Pain don’t hurt

I agree with just about every word of Wesley Wark‘s piece in today’s Ottawa Citizen, in which he argues that Canada’s policy on Omar Khadr has finally run up against “a realpolitik wall.” The new administration in Washington will want the remaining detainees at Guantanamo dealt with once and for all, and that means, like it or not, that Khadr must and shall come home. So, Wark suggests, let’s get on with figuring out how best to manage that eventuality. (The government, naturally, will have none of it.)

It’s only at the very end that I’d niggle with Wark’s argument. “Reversing course on Omar Khadr will be painful for the Conservative government,” he says. That makes sense intuitively, but recent weeks have brought the idea of political pain into focus. The Harperites are frantically jettisoning long-held economic principles, taboos and shibboleths as if Death himself was gaining on them in a speedboat race. Recession! Deficits! Corporate welfare, over the side! For the love of God, faster! That’s politically painful stuff, or it ought to be, especially given Stephen Harper’s still-wet assurances that the economy was pretty much okay. (We shall see how much of a price the Harperites do, in fact, pay, though logically it will have far more to do with what happens next than what’s happened so far.)

But repatriating Khadr? All our government has ever said is some variant on, hey, there’s a legal process underway in the United States, and aside from assuring he’s treated humanely, we’re going to let that process run its course. It was complete bollocks, of course; the legal process is a sham and he wasn’t always treated humanely. But if President Obama decides to abandon the legal proceedings against Khadr, it’s moot. Ottawa’s completely off the hook, politically. “Fine,” Lawrence Cannon can say, “the process has run its course. Now, at Washington’s request, we’re bringing him home under the following conditions.” The only people who would would have cause to be upset would have no cause to be upset with the Canadian government, but rather with that damn fool Obama for closing Gitmo.

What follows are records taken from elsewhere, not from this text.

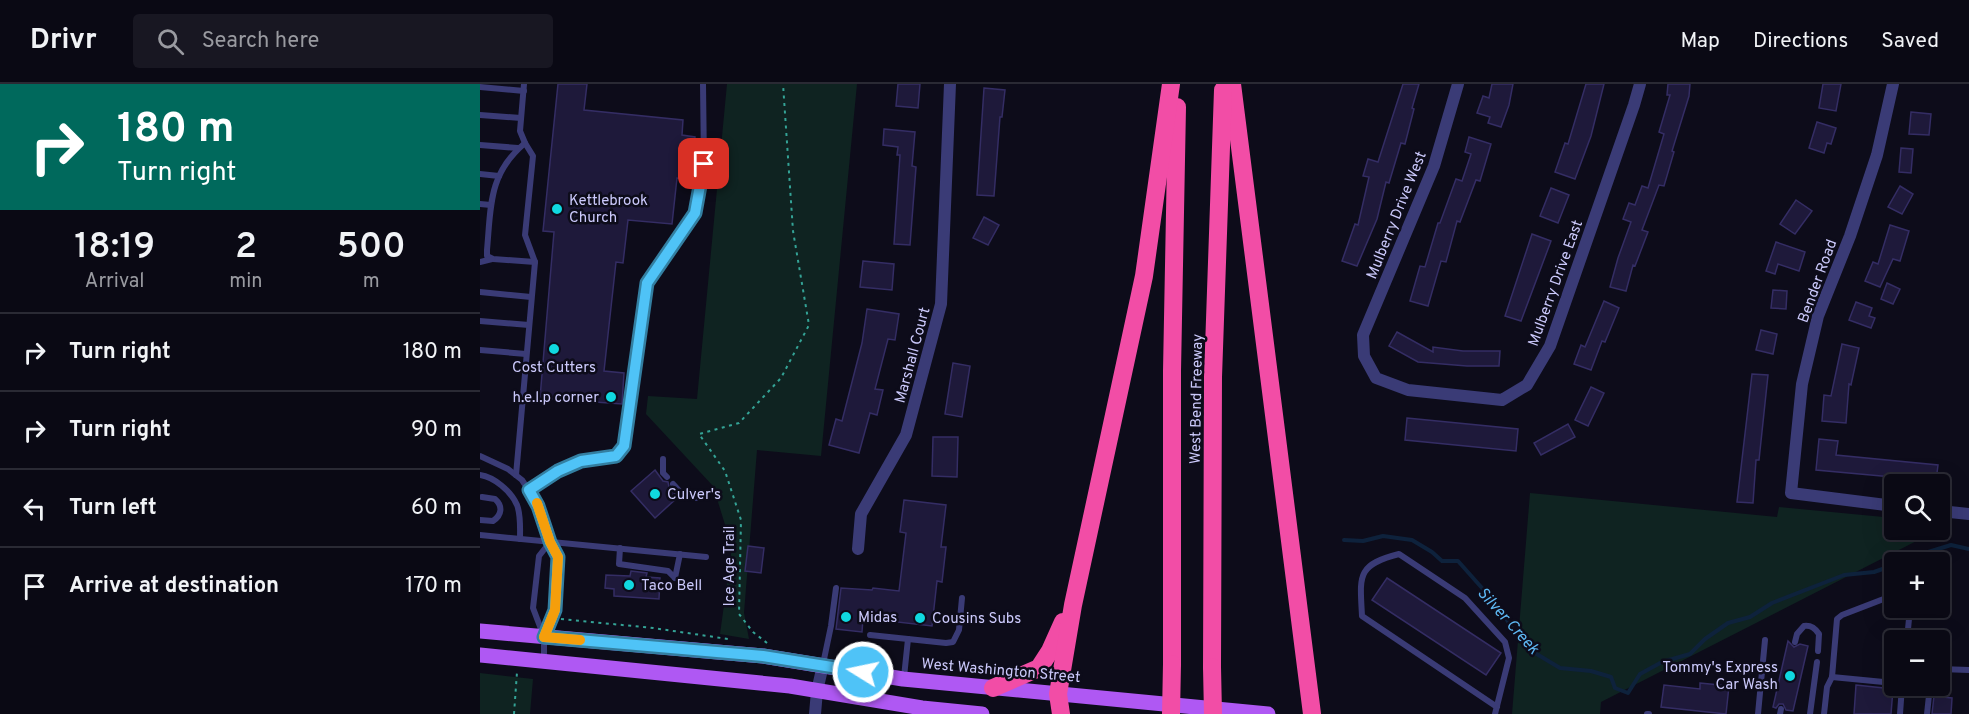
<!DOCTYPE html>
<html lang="en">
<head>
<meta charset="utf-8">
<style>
  body { margin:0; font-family:Overpass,sans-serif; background:#181722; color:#f1f3f6; height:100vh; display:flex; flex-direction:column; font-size:22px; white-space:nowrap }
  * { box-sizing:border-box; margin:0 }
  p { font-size:20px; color:#999aa0 }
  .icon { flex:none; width:33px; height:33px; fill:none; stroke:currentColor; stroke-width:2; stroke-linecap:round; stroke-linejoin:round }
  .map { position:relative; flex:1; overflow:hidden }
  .drawer { display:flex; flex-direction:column; background:#0a0914; width:480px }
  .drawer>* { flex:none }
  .guide { background:#00695c; color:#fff; overflow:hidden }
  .tools { position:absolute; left:1404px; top:390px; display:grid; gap:12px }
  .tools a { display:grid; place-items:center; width:66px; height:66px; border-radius:6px; background:#0a0914; box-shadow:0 6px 24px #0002,0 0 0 2px #2a2a34; font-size:30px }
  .pin { position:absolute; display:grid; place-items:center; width:51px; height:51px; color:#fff; margin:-26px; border-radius:12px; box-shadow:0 3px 9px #0006 }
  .me { position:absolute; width:66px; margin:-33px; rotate:280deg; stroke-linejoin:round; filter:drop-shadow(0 0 4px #0008) }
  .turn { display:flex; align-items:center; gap:21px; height:126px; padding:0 18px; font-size:27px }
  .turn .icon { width:78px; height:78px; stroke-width:2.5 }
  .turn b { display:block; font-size:42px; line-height:51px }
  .eta { display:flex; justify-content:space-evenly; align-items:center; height:102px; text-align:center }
  .eta b { font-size:36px; font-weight:600; line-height:42px }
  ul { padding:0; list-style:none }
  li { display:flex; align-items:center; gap:18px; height:78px; padding:0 18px; border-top:2px solid #2a2a34 }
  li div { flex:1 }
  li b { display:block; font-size:22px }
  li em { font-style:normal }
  header { display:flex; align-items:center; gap:36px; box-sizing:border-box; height:84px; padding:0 30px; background:#0a0914; border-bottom:2px solid #2a2a34 }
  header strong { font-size:28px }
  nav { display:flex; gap:33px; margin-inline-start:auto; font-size:21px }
  .search { width:420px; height:54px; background:#181722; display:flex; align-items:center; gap:15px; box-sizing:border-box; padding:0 21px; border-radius:6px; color:#999aa0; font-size:22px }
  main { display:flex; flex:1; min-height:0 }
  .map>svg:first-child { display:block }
  .green { fill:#0f2321 }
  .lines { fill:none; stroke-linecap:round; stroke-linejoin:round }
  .stream { stroke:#0e223c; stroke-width:4 }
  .building { fill:#1e193a; stroke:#342d64; stroke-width:1.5 }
  .path { stroke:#34a396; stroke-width:2; stroke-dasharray:3 4.5; stroke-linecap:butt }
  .service { stroke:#3a3b76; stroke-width:6 }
  .minor { stroke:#3a3b76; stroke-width:12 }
  .primary { stroke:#af58f3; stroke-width:15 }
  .motorway { stroke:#f24da6; stroke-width:18 }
  .motorway-bridge { stroke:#f24da6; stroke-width:18 }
  .route-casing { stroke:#337fa1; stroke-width:15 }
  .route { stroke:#4fc3f7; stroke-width:10 }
  .slow { stroke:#f59e0b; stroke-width:10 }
  .poi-dot { fill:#10d8e0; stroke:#0d0c1a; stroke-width:2 }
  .labels { text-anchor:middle; stroke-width:5; stroke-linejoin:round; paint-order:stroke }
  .poi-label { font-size:15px; fill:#cbc9fb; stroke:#0d0c1a; text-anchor:start }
  .street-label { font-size:15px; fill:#cbc9fb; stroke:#0d0c1a }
  .water-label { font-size:16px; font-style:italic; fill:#5eb8f3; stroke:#0d0c1a }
</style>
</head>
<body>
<header>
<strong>Drivr</strong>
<div class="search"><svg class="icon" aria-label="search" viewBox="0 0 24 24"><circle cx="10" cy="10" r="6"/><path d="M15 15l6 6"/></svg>Search here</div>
<nav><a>Map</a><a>Directions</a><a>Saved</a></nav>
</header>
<main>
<section class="drawer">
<div class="guide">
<div class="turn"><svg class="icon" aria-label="right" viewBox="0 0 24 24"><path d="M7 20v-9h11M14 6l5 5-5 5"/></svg><div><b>180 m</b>Turn right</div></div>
</div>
<div class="eta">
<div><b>18:19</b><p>Arrival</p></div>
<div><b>2</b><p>min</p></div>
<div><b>500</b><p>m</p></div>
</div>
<ul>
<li><svg class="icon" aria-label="right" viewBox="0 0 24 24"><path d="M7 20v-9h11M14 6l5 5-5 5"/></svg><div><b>Turn right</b></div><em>180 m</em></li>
<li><svg class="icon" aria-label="right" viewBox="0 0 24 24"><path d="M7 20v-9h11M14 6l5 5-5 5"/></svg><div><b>Turn right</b></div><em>90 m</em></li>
<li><svg class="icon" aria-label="left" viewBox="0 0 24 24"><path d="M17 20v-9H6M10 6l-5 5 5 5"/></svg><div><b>Turn left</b></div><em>60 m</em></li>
<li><svg class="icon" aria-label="arrive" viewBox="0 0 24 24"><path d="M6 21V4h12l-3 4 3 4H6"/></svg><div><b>Arrive at destination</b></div><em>170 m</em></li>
</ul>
</section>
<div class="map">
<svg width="1489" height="630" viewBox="0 0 1489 630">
  <rect width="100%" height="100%" fill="#0d0c1a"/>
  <g class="green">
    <polygon points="247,0 377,0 341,372 277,366 264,529 269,555 240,550 252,463 233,402 166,330 168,312 217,315"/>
    <polygon points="1050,409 1297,433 1299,423 1414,434 1414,446 1458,446 1121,618 1120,630 1032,630"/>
    <polygon points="0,589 53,595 50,630 0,630"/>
  </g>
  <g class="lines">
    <g class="stream">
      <polyline points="864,456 883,457 903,452 932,456 952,468 962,477 978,477 1018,522 1034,547 1055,569 1080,584 1111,587 1131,593 1135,604 1148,609 1160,590 1182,578 1210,570 1225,555 1248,539 1270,533 1292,519 1364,491 1394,488 1414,481"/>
      <polyline points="1421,478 1445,469 1471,461 1489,465"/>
    </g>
  </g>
  <g class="building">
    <polygon points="78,0 107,0 104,26 203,36 202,51 215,53 211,95 197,94 192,140 148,136 143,179 136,178 124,287 144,289 142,320 60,314 74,148 63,147"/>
    <polygon points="418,0 440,0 438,24 416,22"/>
    <polygon points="923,0 939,0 932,24 934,25 925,60 921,59 909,99 906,98 897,135 877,182 862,177 875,140 878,141 889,93 883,92 888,75 898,78"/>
    <polygon points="1012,0 1033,0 1029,21 1021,43 1008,39 1010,33 997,29 1003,12 1009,14"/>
    <polygon points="1106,0 1124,0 1111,52 1095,95 1075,88 1085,59 1088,60"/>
    <polygon points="1188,0 1210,0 1209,12 1192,67 1194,68 1184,102 1179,101 1162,146 1168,148 1155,182 1153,181 1146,207 1130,203 1138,174 1151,138 1143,135 1149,119 1155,121 1162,102 1168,104 1184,50 1179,48 1190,11 1187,11"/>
    <polygon points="1343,0 1361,0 1356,27 1339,24"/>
    <polygon points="504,4 525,6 522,33 520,33 514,112 497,111"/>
    <polygon points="1431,28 1451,30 1449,51 1429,50"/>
    <polygon points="1337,38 1356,44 1351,60 1347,59 1344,69 1329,64"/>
    <polygon points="404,45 435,48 432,82 436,83 430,161 414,160 420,71 417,71 418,63 403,61"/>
    <polygon points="989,53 1011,60 1000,97 996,96 980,138 977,137 966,178 961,177 948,222 930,217 940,182 945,183 958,139 960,139 976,95 982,97 991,70 985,68"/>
    <polygon points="1421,64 1433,65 1431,89 1419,88"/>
    <polygon points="1420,102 1433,110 1422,130 1408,123"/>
    <polygon points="1071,104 1089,111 1078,139 1060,132"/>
    <polygon points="1316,116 1332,127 1315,150 1300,140"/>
    <polygon points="504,133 519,141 508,161 493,154"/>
    <polygon points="1410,141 1429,147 1420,177 1413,175 1400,203 1385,197 1393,178 1398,180"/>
    <polygon points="1052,150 1071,157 1041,237 1025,232"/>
    <polygon points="1296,158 1325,168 1319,187 1298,180 1295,190 1286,187"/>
    <polygon points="383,177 414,180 412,206 380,203"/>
    <polygon points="1407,199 1420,205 1413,220 1401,215"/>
    <polygon points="1293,206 1307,207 1306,225 1291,224"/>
    <polygon points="1124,217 1139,224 1125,258 1122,257 1111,286 1094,280 1101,261 1105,263"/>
    <polygon points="1376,218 1392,224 1389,232 1395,234 1391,244 1369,236"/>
    <polygon points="387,225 419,230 415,256 408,255 395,305 403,306 397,331 390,329 379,369 349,361 356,335 362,337 382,259"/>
    <polygon points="1281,246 1297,250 1293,270 1276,266"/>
    <polygon points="917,248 953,268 953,263 983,267 1020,267 1019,282 987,282 938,278 909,262"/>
    <polygon points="1362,260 1379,264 1371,301 1369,300 1366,339 1342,337 1344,311 1351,312"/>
    <polygon points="473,279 490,282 482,333 465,330"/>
    <polygon points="1272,290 1288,291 1279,376 1276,376 1273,419 1257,418"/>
    <polygon points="1111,303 1124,309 1108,342 1095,336"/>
    <polygon points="927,334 1038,345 1036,367 925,356"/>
    <polygon points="1088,340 1095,353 1061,371 1054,359"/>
    <polygon points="453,353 478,353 477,393 452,392"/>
    <polygon points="1339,355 1358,357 1356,371 1458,381 1456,397 1336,386"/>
    <polygon points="175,386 183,397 188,398 189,403 198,413 175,434 151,407"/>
    <polygon points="424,416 466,421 461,463 466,463 462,498 457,497 452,542 383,534 382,548 356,545 361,504 392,506 393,504 419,507 426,449 420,448"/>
    <polygon points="268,462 284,464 281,489 265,487"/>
    <polygon points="151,487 167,489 166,493 180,494 179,515 134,512 134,505 125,504 126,491 150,492"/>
    <polygon points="907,494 1021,569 1006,591 892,516"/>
    <polygon points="1308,557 1314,563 1320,560 1328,562 1313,627 1306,626 1303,620 1299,620 1296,624 1293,623"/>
    <polygon points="1220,599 1249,602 1246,630 1181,623 1184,601 1220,605"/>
    <polygon points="1376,601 1413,605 1411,630 1374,630"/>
    <polygon points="1454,612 1472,614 1471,630 1452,630"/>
  </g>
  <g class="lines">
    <g class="path">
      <polyline points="81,535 173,544 248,555"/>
      <polyline points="287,559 273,548 259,530 261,436 245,387 219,350 259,339 301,294 329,241 313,147 303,0"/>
      <polyline points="34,630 37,588"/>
    </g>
    <g class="service">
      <polyline points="0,3 44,7"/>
      <polyline points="0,31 41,34"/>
      <path d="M 45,59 C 8,90 11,123 7,166 L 7,172 L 13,175 L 55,178"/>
      <polyline points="0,61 38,64"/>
      <polyline points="0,90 19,92"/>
      <polyline points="0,120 11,121"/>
      <polyline points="0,178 12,175"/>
      <polyline points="0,208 51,213"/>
      <polyline points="0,237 49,241"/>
      <polyline points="0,266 46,270"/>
      <polyline points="0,372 28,385 42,396 59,422 70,458 78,473 75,526 64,552"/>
      <polyline points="183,375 183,389 187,393"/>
      <path d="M 0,391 C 14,393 31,407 37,421 C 41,431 40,445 40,455"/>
      <polyline points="36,391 55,178 45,151 53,72 45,59 40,47 44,0"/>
      <polyline points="193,400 202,410 216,414"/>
      <polyline points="49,406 78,387 101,377 137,372 144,362 167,199 215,129 224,80 223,0"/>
      <path d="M 0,436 L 13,437 C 22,431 23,422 15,415 L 2,413"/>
      <polyline points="0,451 226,473"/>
      <polyline points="140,464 139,480 188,487 195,494"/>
      <polyline points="195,494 200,470"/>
      <polyline points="390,551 466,559 473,558 479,546 482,514"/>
      <polyline points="1427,556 1430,524"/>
      <path d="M 1315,558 L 1317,550 L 1324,542 C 1331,541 1335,544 1339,550 L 1338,567"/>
      <polyline points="64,578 64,553 53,524 59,472 70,458"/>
      <polyline points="343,580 351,542 356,504"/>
      <polyline points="1460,585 1489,586"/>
      <polyline points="424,593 428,555"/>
      <polyline points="1352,593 1414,599"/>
      <path d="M 1015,630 L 1029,574 L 1025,558 L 985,514 L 919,470 C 876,481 880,492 882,532 L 1017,623"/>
      <polyline points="1167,630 1169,630"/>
      <polyline points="1278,630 1285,556"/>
      <polyline points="1300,630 1301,625"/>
      <polyline points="1330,630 1337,578"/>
      <polyline points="1344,630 1347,603 1352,593 1357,535 1362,531 1414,511"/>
      <polyline points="1420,630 1422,602"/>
      <polyline points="1447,630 1450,602"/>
    </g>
    <g class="minor">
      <polyline points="978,0 954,82 883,251 884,272 896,294 928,306 1022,316 1047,301 1070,262 1154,21 1160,0"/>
      <polyline points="1413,0 1397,71 1370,152 1338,232 1322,300 1311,409 1414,422"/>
      <polyline points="1460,427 1489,430"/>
      <polyline points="378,465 381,430 426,351 461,220 470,0"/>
      <polyline points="335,630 337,607 343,581"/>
    </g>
    <g class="primary">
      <polyline points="0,547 283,572 423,595 788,630"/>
      <polyline points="0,571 310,602 442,624 502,630"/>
    </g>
    <g class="motorway">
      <polyline points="752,0 832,630"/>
      <polyline points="692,580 692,287 697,23"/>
      <polyline points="732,583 733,293 743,6"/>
      <polyline points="513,604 559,584 570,567 583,538"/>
      <polyline points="581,630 578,610 593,521 664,192 691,0"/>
    </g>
    <g class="motorway-bridge">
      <polyline points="732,583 733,630"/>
      <polyline points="691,630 692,580"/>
    </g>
  </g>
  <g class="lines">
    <defs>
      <polyline id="route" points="224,80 215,129 167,199 144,362 136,372 101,377 78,387 49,406 58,422 70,458 78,473 75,526 64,553 283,572 383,588"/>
    </defs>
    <use href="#route" class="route-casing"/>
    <use href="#route" class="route"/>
    <polyline class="slow" points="57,419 70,458 78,473 75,526 64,553 100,556"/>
  </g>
  <g class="poi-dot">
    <circle cx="77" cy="125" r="6"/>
    <circle cx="74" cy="265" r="6"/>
    <circle cx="131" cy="313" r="6"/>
    <circle cx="175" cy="410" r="6"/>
    <circle cx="149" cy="501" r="6"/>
    <circle cx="366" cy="533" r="6"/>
    <circle cx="440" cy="534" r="6"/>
    <circle cx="1310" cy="592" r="6"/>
  </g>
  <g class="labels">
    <g class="poi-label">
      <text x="89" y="121">Kettlebrook<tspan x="89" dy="17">Church</tspan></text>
      <text x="74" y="288" text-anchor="middle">Cost Cutters</text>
      <text x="119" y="318" text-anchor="end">h.e.l.p corner</text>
      <text x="187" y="415">Culver's</text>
      <text x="161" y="506">Taco Bell</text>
      <text x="378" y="538">Midas</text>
      <text x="452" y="539">Cousins Subs</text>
      <text x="1298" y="588" text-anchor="end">Tommy's Express<tspan x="1298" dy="17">Car Wash</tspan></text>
    </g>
    <g class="street-label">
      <text transform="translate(916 131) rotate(-68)" y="5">Mulberry Drive West</text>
      <text transform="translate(1337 197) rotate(-70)" y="5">Bender Road</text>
      <text transform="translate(1075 199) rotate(-70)" y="5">Mulberry Drive East</text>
      <text transform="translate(432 271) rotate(-75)" y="5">Marshall Court</text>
      <text transform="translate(716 315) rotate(-89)" y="5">West Bend Freeway</text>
      <text transform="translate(249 482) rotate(-90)" y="5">Ice Age Trail</text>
      <text transform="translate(521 586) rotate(5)" y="5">West Washington Street</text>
    </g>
    <g class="water-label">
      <text transform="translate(1029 536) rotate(48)" y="6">Silver Creek</text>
    </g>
  </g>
</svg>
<div class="tools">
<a><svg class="icon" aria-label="search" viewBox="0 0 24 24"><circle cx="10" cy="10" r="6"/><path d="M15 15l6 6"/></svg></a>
<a>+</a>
<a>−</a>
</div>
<div class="pin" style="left:224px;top:80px;background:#d93025"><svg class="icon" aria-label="arrive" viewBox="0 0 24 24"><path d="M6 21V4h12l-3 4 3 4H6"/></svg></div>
<svg class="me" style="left:383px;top:588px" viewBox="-20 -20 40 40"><circle r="17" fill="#4fc3f7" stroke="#fff" stroke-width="3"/><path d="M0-11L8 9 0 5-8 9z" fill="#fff"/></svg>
</div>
</main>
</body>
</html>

It’s a minor point, but it’s all-important—because, as Wark says, the idea that advocating for Khadr’s repatriation would take a heroic effort, or would be an insult to Washington, was fundamental to the government’s strategy. But it was, and remains, bollocks, as evidenced by the simple fact that Khadr is the last remaining Westerner at Guantanamo. If Obama does indeed force Ottawa to do the right thing, even if it’s only because Washington finally stops doing the wrong thing, I hope everyone takes note of the political price the government has to pay. If the price is zero, as I suspect, then I’m naive enough to hope doing the right thing might even catch on.